Impaired driving is dangerous! It's the cause of more than half of all car crashes. December is National Impaired Driving Prevention Month, an opportunity to learn and a reminder of the dangers associated with operating a vehicle while impaired.
Mind-Altering Substances There are numerous substances that impair driving — many of which you might not even know or think about.
Depressants slow down the central nervous system. A driver can experience slower reaction time, reduced alertness, impaired coordination and depressed motor skills. Examples of depressants include: alcohol, barbiturates and tranquilizers.
Narcotics are a depressant that evoke a feeling of euphoria. A driver may suffer visual impairment, loss of concentration, slower reaction time and impaired motor skills. Examples of narcotics include: heroin, morphine.
Stimulants speed up the central nervous system. A driver may notice emotional and psychological effects such as overreacting, aggression, hostility, impatience or impulsiveness, as well as impaired coordination. Examples of stimulants include: caffeine, nicotine, amphetamines and cocaine.
Hallucinogens change the way a person thinks, sees and acts. These are called “mind-altering” drugs. Drivers may experience visual distortion, aggressiveness, violent behavior, time or distance distortion, short-term memory loss and slower reaction time. Examples of hallucinogens include: marijuana, hashish, LSD and PCP.
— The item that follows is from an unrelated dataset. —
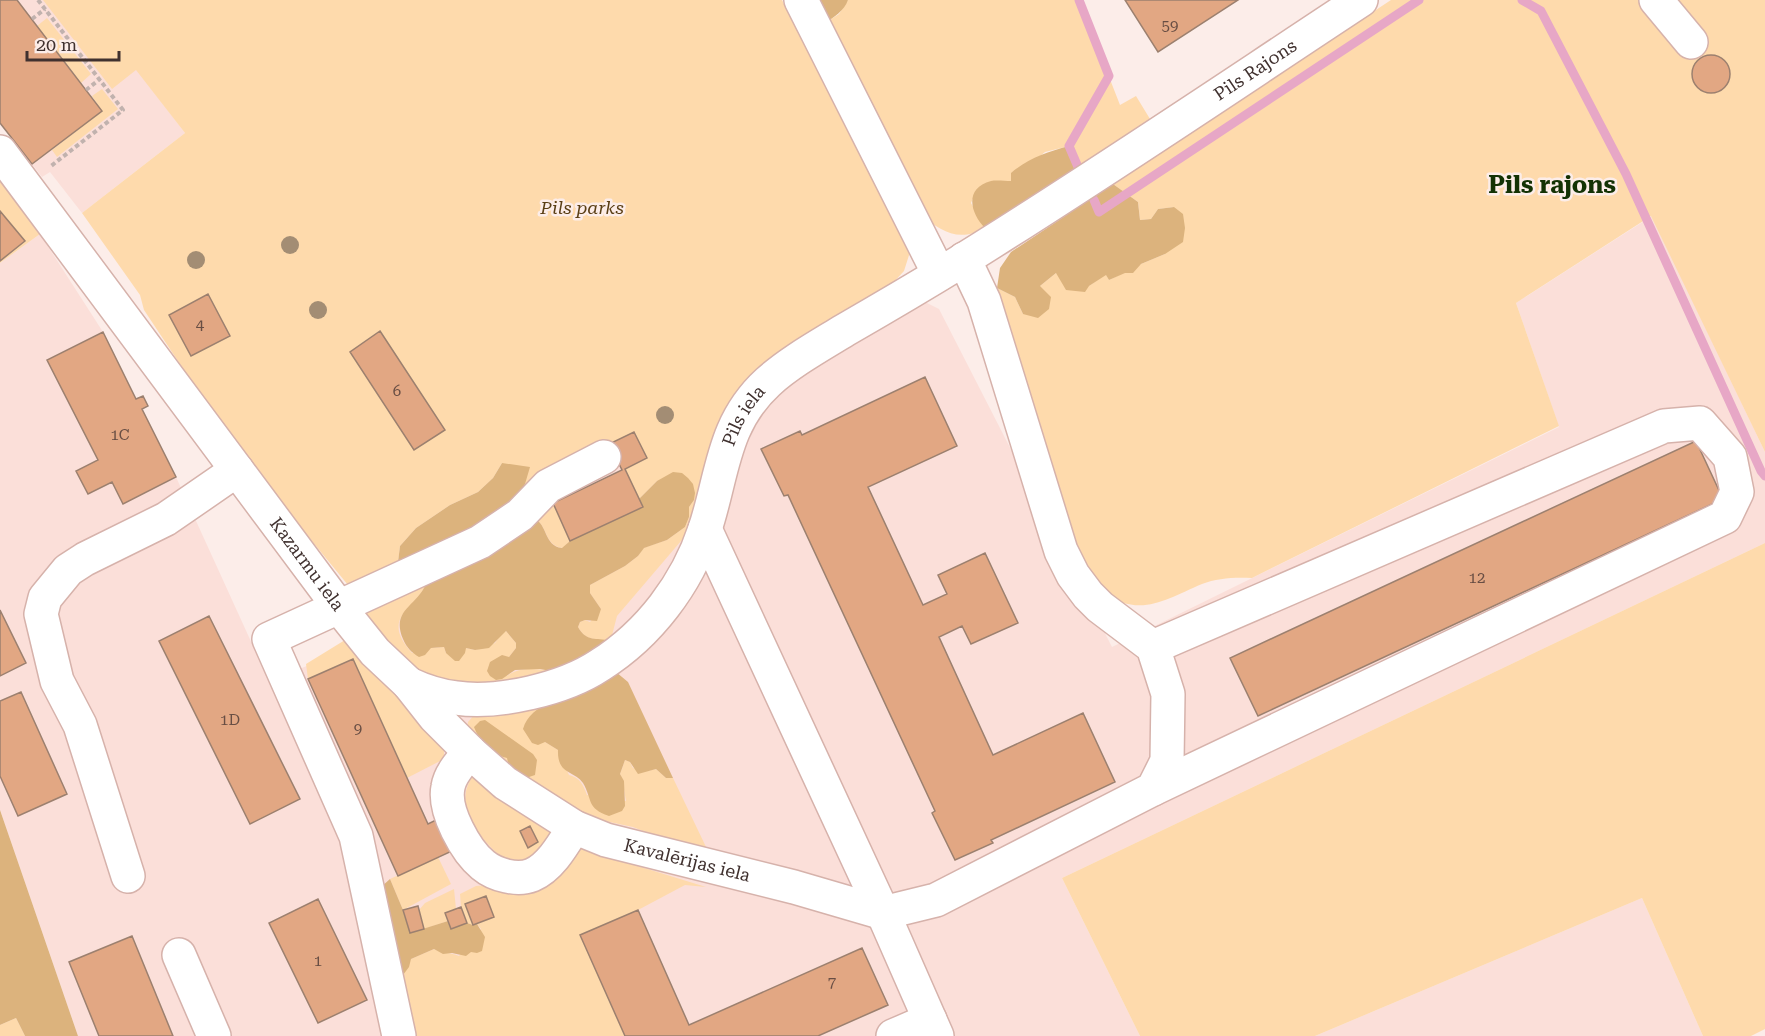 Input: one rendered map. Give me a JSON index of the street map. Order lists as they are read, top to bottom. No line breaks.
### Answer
{"streets":{"street":["Pils Rajons","Pils iela","Kazarmu iela","Kavalērijas iela"]},"crossings":[["Pils Rajons","Pils iela"],["Pils iela","Kavalērijas iela"]],"districts":["Pils rajons"],"parks":["Pils parks"],"house_numbers":["59","4","6","1C","12","1D","9","1","7"],"scale_bar":"20 m"}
Alcohol is the most commonly used substance that results in impairment. From the first drink, alcohol affects coordination and judgment. The risk of being in a crash begins to climb with a BAC between .04 and .05 and increases rapidly thereafter. By the time a driver reaches a BAC of .06, he/she is twice as likely to be involved in a fatal crash as a non-drinking driver. By the time a driver reaches a BAC of .08, he/she is 11 times more likely to be killed in a single-vehicle crash than a sober driver.
The result of driving impaired could be a DUI.
“Driving Under the Influence” is defined as operating a motor vehicle while impaired by alcohol, other drugs including cannabis (marijuana) prescribed for medical purposes, or intoxicating compounds and methamphetamine.
Receiving a DUI can leave a negative lasting impact including: fines, increased auto insurance premiums, loss of driving privileges, and in some cases, jail time.
Advanced age affects safety on the roads because as we age, our senses do not work as they did as younger drivers.
Inexperienced drivers may lack experience and knowledge necessary to drive safer and react appropriately.
Emotions can cause mental distraction, impairing our ability to drive. Take time to calm down before getting behind the wheel.
Fatigue is very dangerous because we will not be able to keep our eyes on the road and make wise decisions. Being fatigued can cause our eyes to get heavy, resulting in possible lane drifting and/or slower reaction to our surroundings. i.e. neighboring vehicle(s), intersections, pedestrians, etc. If you sense your eyes getting heavy, safely pull over and rest.
Sober Driving is Safe Driving Driving is a privilege, not a right. Stay safe behind the wheel by getting plenty of sleep, knowing the potential dangers of prescription medications, and staying clear of drugs and alcohol.
For your safety and the safety of others, never drive while impaired.